“You’ve used up your enlightened puissance for a while,” Connie said. “And by the time you are strong enough to cast another Vargran spell … well …”
And that is how we come to the point where Mack was bound in the basket of a trebuchet.
“Cheerio the nou, ye scunner,” MacGuffin said, and he swung the sword.
The blade parted the frayed rope.
Gravity worked the way it usually does, and the big basket of rocks dropped like a big basket of rocks.
“Aaaahhh!” Mack screamed.
It was like being shot from a cannon.
Mack flew like … okay, like a cannonball.

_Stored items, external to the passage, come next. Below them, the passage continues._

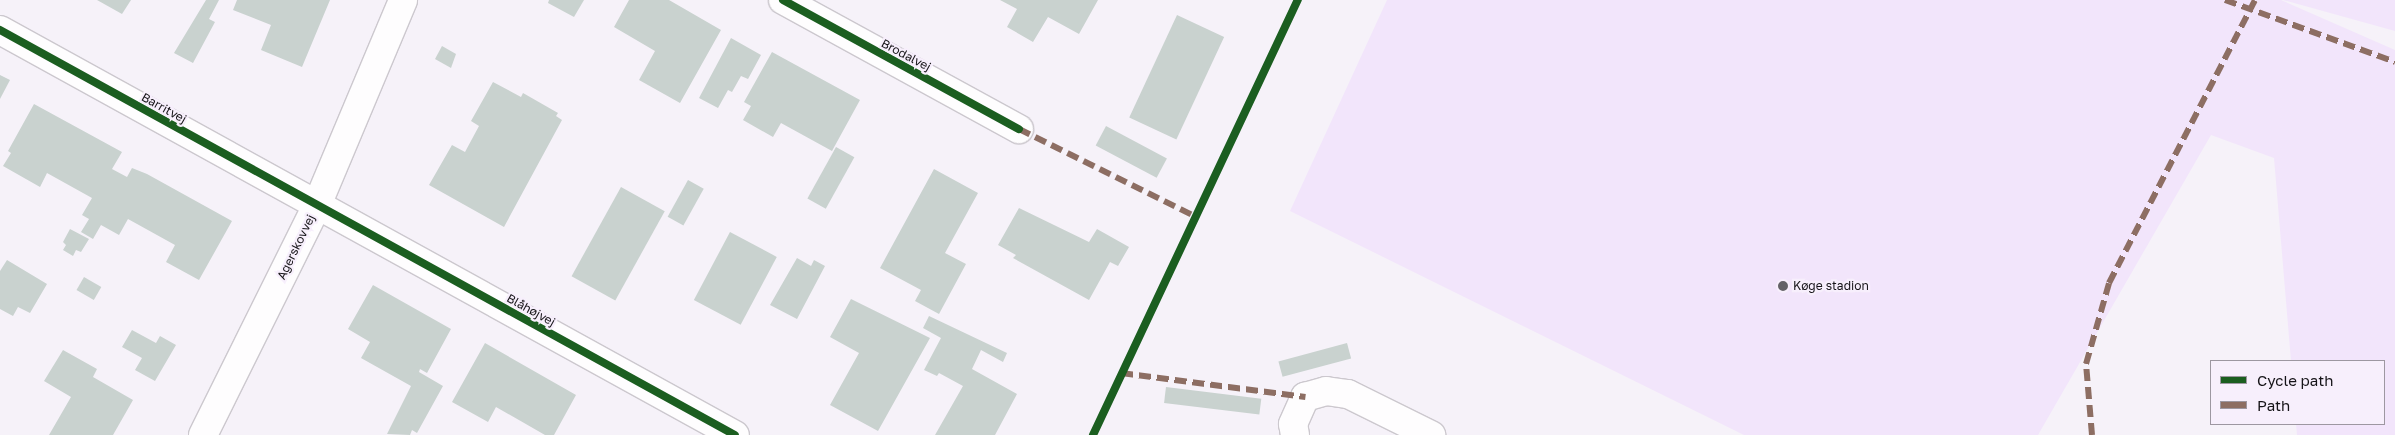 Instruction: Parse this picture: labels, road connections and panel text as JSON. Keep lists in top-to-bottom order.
{
  "streets": {
    "street": [
      "Brodalvej",
      "Barritvej",
      "Agerskovvej",
      "Blåhøjvej"
    ]
  },
  "crossings": [
    ["Barritvej", "Agerskovvej"],
    ["Barritvej", "Blåhøjvej"],
    ["Agerskovvej", "Blåhøjvej"]
  ],
  "places": ["Køge stadion"],
  "legend": ["Cycle path", "Path"]
}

The flight lasted only seconds. Then he hit the wall of Urquhart Castle. His bones were all broken. His skull popped open like a dropped melon. He was dead before the gelatinous mass of his pulverized body could ooze down to—
Okay, that’s not what happened. It’s what would have happened. Except that Stefan had made good on his promise to round up a crowd.
He had done it by spotting a pair of tour buses that were parked just off the road at Urquhart Castle, waiting to visit said castle and watch the sun rise and light up Loch Ness.
Stefan banged on the doors and then each of the windows of the buses, hammering them with his fists and yelling, “The Loch Ness monster is running around loose! Grab your cameras!”
For a while the sleepy tourists just stared at him. Then, one man—a man with two cameras slung around his neck—broke and ran for the door.
“This way!” Stefan shouted, and the man, bless his gullible heart, followed.
Well, that was all it took. Because there was no way the rest of the tourists were going to sit idly by while that one guy got all the good pictures.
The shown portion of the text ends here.